> [ASSIGNED TASK] Whenever a line below holds the word "small", copy that line.

[Saved data entries]

◆ ◆ ◆ ◆

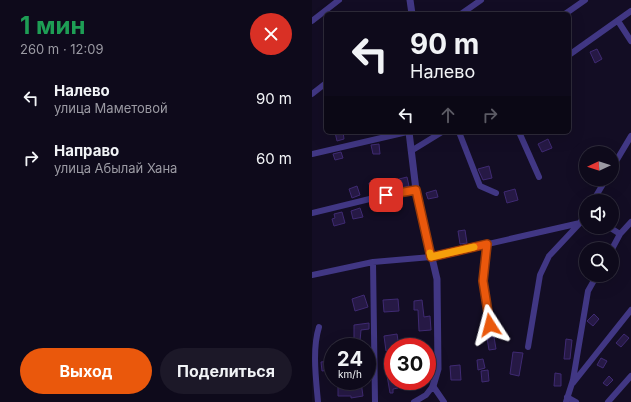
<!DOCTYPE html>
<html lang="ru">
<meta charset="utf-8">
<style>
:root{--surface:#0e0a1b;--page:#1c1828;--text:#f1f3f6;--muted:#9b9aa3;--line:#2e2b3a;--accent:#ea580c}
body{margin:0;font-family:Inter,sans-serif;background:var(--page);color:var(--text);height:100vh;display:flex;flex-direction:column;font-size:15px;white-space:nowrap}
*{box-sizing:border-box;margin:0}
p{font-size:13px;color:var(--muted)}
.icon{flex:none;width:22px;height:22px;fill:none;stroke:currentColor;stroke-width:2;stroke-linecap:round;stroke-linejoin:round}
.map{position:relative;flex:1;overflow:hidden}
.sheet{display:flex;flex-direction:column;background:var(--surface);width:312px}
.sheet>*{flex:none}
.banner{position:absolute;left:12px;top:12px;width:247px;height:122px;border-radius:6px;box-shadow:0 4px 16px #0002,0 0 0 1px var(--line);background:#0e0a1b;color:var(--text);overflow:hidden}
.needle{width:26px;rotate:266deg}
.buttons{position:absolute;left:267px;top:146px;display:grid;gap:8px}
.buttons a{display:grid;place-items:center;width:40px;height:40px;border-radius:50%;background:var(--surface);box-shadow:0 4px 16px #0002,0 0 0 1px var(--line);font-size:20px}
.speed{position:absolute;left:12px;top:338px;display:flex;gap:8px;font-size:20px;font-weight:700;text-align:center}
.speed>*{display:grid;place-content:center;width:52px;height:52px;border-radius:50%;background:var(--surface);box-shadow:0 4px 16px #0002,0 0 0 1px var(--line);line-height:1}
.speed small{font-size:10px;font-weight:400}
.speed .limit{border:6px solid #d22;background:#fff;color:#111}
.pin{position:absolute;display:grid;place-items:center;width:34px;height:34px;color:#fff;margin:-17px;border-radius:8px;box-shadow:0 2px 6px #0006}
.me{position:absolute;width:44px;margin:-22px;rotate:351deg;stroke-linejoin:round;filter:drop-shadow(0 0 3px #0008)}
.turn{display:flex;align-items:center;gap:14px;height:84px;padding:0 20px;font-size:18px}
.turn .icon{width:52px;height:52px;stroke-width:2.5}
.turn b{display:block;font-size:28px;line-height:34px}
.lanes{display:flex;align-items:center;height:38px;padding:0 20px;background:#0003;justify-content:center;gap:20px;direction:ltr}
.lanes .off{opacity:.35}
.round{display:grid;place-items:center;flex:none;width:42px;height:42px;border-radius:21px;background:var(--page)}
.headline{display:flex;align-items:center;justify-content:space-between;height:68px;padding:0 20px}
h1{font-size:24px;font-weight:700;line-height:30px;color:#1e9e55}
.action{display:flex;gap:8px;margin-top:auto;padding:8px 20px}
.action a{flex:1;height:46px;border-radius:24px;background:var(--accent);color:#fff;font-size:16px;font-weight:700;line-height:46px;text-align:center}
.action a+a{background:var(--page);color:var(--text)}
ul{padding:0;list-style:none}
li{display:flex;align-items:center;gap:12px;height:60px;padding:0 20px}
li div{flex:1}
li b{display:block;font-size:15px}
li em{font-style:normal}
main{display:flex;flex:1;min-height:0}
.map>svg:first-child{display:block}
.building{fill:#261945;stroke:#3f2a72}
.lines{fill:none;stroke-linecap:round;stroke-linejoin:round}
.minor{stroke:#413784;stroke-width:6}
.tertiary{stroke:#413784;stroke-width:7}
.route-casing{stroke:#983908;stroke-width:10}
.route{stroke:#ea580c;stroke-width:7}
.slow{stroke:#f59e0b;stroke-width:7}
</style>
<main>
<section class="sheet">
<div class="headline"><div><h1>1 мин</h1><p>260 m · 12:09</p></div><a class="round" style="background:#d93025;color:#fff"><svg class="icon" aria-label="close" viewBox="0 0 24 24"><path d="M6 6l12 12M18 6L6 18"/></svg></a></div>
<ul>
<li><svg class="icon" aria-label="left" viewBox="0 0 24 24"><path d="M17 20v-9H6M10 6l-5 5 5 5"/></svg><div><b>Налево</b><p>улица Маметовой</p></div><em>90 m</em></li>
<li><svg class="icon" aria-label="right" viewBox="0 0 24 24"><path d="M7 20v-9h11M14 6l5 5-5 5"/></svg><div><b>Направо</b><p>улица Абылай Хана</p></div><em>60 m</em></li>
</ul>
<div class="action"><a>Выход</a><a>Поделиться</a></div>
</section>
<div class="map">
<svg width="319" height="402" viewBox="0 0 319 402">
<rect width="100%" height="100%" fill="#130d24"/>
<path class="building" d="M285 49 290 59 283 63 278 52Z
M23 132H31L32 139 25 141Z
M236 139 240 148 230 152 226 144Z
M67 144 68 154H61L59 145Z
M29 152 31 158 23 160 21 154Z
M177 166 180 178 171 180 166 169Z
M95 177 97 186 89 188 87 179Z
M65 181 68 191 59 194 57 183Z
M45 186 48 195 40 198 37 189Z
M203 189 206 200 195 203 192 192Z
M124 190 126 197 116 199 114 193Z
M48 208 51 217 41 219 39 211Z
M30 212 33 223 22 226 20 219 23 218 22 214Z
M153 230 155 243 148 244 146 231Z
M52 295 56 307 43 311 40 299Z
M86 299 87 311 72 312 71 300Z
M110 300 112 317 118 316 119 330 107 331 106 310H102V301Z
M282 314 287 319 281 326 275 321Z
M57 323V329L49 330 48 341H51L50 347H42V325Z
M85 334 87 347H81V350L74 351 72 336Z
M312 334 317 338 309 347 304 343Z
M182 337 184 349 177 350 175 338Z
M254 339 260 340 258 359H252Z
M201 352 211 353 207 376 198 374Z
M289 358 295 361 291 368 285 365Z
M171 359 173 368 166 370 165 360Z
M17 361V370L10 371 9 362Z
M148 365 149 380H139L138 366Z
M176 370 177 381 170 382 169 371Z
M243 373 249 374V386H242Z
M81 374V381H85L86 388 81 389V393H78L75 375Z
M297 376 301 380 295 386 291 383Z
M26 381 36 382V384L49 382 51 396 39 398V396H26Z"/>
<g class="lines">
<path class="minor" d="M149 14 169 0
M253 14 273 0
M0 21 27 0
M306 21 319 41
M257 55 319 11
M0 94 14 83
M147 132 168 186 184 193
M207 132 227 177
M99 151 130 132
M0 154 95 132
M300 168 319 136
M281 201 294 179
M0 213 74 195 104 190
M297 227 308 234 319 222
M175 244 171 281 178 325
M300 249 308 234
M61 262 63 402
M0 275 61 262 119 257 268 223 274 212
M216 347 228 275 237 256 268 223 274 222
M261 383 319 310
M255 397 264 402
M6 402C4 379 0 349 7 327
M102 402 114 395 121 386 132 402
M254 402 261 380 276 291 285 275
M296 402 319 376"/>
<path class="tertiary" d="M98 0 100 14
M97 132 104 190 125 279 126 369 121 386"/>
</g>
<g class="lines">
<defs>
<path id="route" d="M74 195 104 190 119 257 175 244 171 281 178 325"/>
</defs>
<use href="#route" class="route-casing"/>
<use href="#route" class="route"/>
<path class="slow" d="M118 253 119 257 162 247"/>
</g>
</svg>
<div class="buttons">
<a><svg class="needle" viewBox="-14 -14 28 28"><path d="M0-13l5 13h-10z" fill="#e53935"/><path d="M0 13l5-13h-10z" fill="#9b9aa3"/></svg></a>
<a><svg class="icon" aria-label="sound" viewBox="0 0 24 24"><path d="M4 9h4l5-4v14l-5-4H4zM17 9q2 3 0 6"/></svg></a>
<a><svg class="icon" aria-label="search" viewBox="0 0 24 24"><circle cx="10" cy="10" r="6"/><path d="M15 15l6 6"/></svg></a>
</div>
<div class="speed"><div>24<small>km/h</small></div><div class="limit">30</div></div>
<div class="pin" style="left:74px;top:195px;background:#d93025"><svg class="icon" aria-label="arrive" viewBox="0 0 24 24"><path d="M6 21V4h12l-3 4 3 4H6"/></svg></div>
<svg class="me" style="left:178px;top:325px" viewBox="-20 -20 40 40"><path d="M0-17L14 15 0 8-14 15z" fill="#ea580c" stroke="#fff" stroke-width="4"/></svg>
<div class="banner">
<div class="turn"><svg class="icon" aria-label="left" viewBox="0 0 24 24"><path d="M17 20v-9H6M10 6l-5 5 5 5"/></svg><div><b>90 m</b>Налево</div></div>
<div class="lanes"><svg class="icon" aria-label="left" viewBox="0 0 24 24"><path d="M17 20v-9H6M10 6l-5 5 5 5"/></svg><svg class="icon off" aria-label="ahead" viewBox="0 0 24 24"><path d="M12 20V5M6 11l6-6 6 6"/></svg><svg class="icon off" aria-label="right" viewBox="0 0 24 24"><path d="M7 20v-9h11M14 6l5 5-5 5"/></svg></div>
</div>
</div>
</main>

◆ ◆ ◆ ◆

> [RESPONSE TO THIS TASK]
.speed small{font-size:10px;font-weight:400}
<div class="speed"><div>24<small>km/h</small></div><div class="limit">30</div></div>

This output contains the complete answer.